Environmental and Policy Focus
Courthouse News - Sep 15
U.S. and Chinese leaders on Tuesday signed a landmark declaration on climate change at a summit hosted by Los Angeles Mayor Eric Garcetti. The White House described the declaration, signed by multiple community leaders from the United States and China, as the "first of its kind" and a "concrete statement of intent" to "implement ambitious, verifiable actions to address climate change and simultaneously to support and expand bilateral cooperation and dialogue." Among the new initiatives announced, cities in China will form a new alliance with the goal of reaching peak years for carbon dioxide emissions by the end of 2020, ten years ahead of China's national goal to halt its rise in emissions by 2030. Cities, counties and states in the United States have also pledged to cut greenhouse gas emissions ahead of the U.S. goal to reduce emissions by 28 percent by 2025. According to the White House, the summit and the resulting declaration fulfill key elements of the U.S.-China joint announcement on climate change made by President Barack Obama and President Xi Jinping last November, and help to ensure that the commitments made by the two leaders "will be implemented at the state and local level, where they matter the most."

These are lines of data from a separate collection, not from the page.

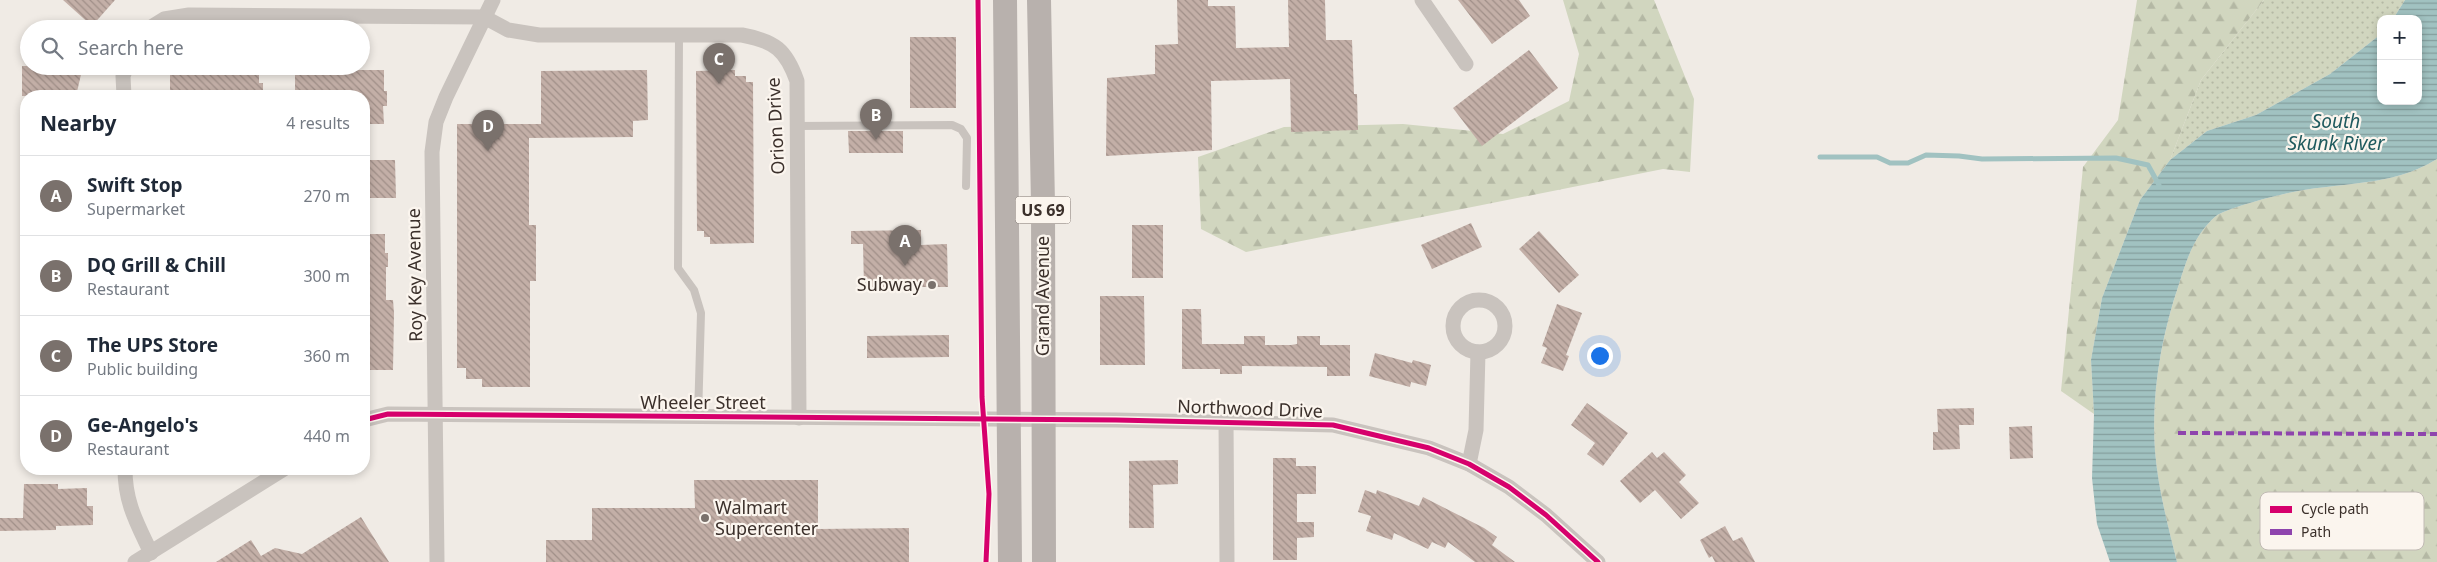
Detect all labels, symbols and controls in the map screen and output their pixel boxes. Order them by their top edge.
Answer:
map controls [2377,15,2422,105]
button: + [2377,15,2422,60]
search box [20,20,370,75]
icon: search [38,34,66,62]
text: Search here [78,35,184,61]
pin: C [703,43,735,84]
button: − [2377,60,2422,105]
street label: Orion Drive [760,77,790,175]
pin: B [860,99,892,140]
water label: South Skunk River [2287,108,2386,156]
text: Nearby [40,109,116,137]
pin: D [472,110,504,151]
text: 4 results [286,112,350,134]
text: Swift Stop [87,172,183,198]
text: A [50,185,62,207]
text: 270 m [303,185,350,207]
road number: US 69 [1016,196,1070,224]
text: Supermarket [87,198,185,220]
street label: Roy Key Avenue [401,208,427,342]
pin: A [889,225,921,266]
street label: Grand Avenue [1030,236,1054,356]
text: DQ Grill & Chill [87,252,226,278]
text: B [51,265,61,287]
text: 300 m [303,265,350,287]
place label: Subway [857,272,923,296]
text: Restaurant [87,278,169,300]
marker: Subway [926,279,938,291]
text: The UPS Store [87,332,218,358]
your location [1587,343,1613,369]
text: C [51,345,61,367]
text: 360 m [303,345,350,367]
text: Public building [87,358,198,380]
street label: Wheeler Street [640,390,766,414]
street label: Northwood Drive [1177,393,1323,423]
text: Ge-Angelo's [87,412,198,438]
text: D [50,425,62,447]
text: 440 m [303,425,350,447]
text: Restaurant [87,438,169,460]
legend [2260,492,2424,550]
place label: Walmart Supercenter [715,495,819,540]
text: Cycle path [2301,499,2369,518]
marker: Walmart Supercenter [699,512,711,524]
text: Path [2301,522,2331,541]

The Los Angeles Times - Sep 15
The U.S. Bureau of Reclamation and Westlands Water District agreed on Tuesday to settle a long legal battle over hundreds of acres of poorly-drained farmland lying within Westlands' boundaries on the west side of the San Joaquin Valley. Under the deal, Reclamation would be relieved of a costly, court-ordered requirement to provide drainage to Westlands cropland. The district would permanently retire 100,000 acres of fields lacking proper drainage, and agree to a cap on water deliveries that amounts to 75 percent of its current contract amount. In return, Reclamation would forgive roughly $350 million the district still owes U.S. taxpayers for construction of a portion of Central Valley Project facilities that store and deliver the irrigation water, and lift limits on the size of Westlands farms eligible for subsidized water deliveries. While Westlands would assume responsibility for managing its tainted drain water, it remains unclear how it would accomplish that task. The agreement must still be approved by Congress.
Courthouse News - Sep 16
A federal judge has dismissed a lawsuit brought by an environmental group accusing California of violating the federal Endangered Species Act by building a 750-foot-wide drought barrier across a channel of the Sacramento-San Joaquin River Delta, one of the state's emergency drought measures. U.S. District Judge Lawrence O'Neill ruled that the plaintiff, the Center for Environmental Science, Accuracy and Reliability ("CESAR"), failed to provide sixty days’ notice of the lawsuit to the Department of the Interior, as required under federal law. While CESAR's federal lawsuit was dismissed, its state court action, in which it alleges violations of the California Environmental Quality Act and the California Endangered Species Act, remains pending
BBC News - Sep 14
The U.S. Navy has agreed to limit its use of sonar that may inadvertently harm whales and dolphins in waters near Hawaii and California. A federal judge in Honolulu signed the agreement between the Navy and environmental groups on Monday, restricting or banning the use of mid-frequency active sonar and explosives used in training exercises. The agreement brings to an end legal cases brought by Earthjustice and other environmental groups against the National Marine Fisheries Service for allowing the military training, in which the environmentalists claimed that the use of sonar disrupts the feeding patterns of marine mammals and can even cause deafness or death.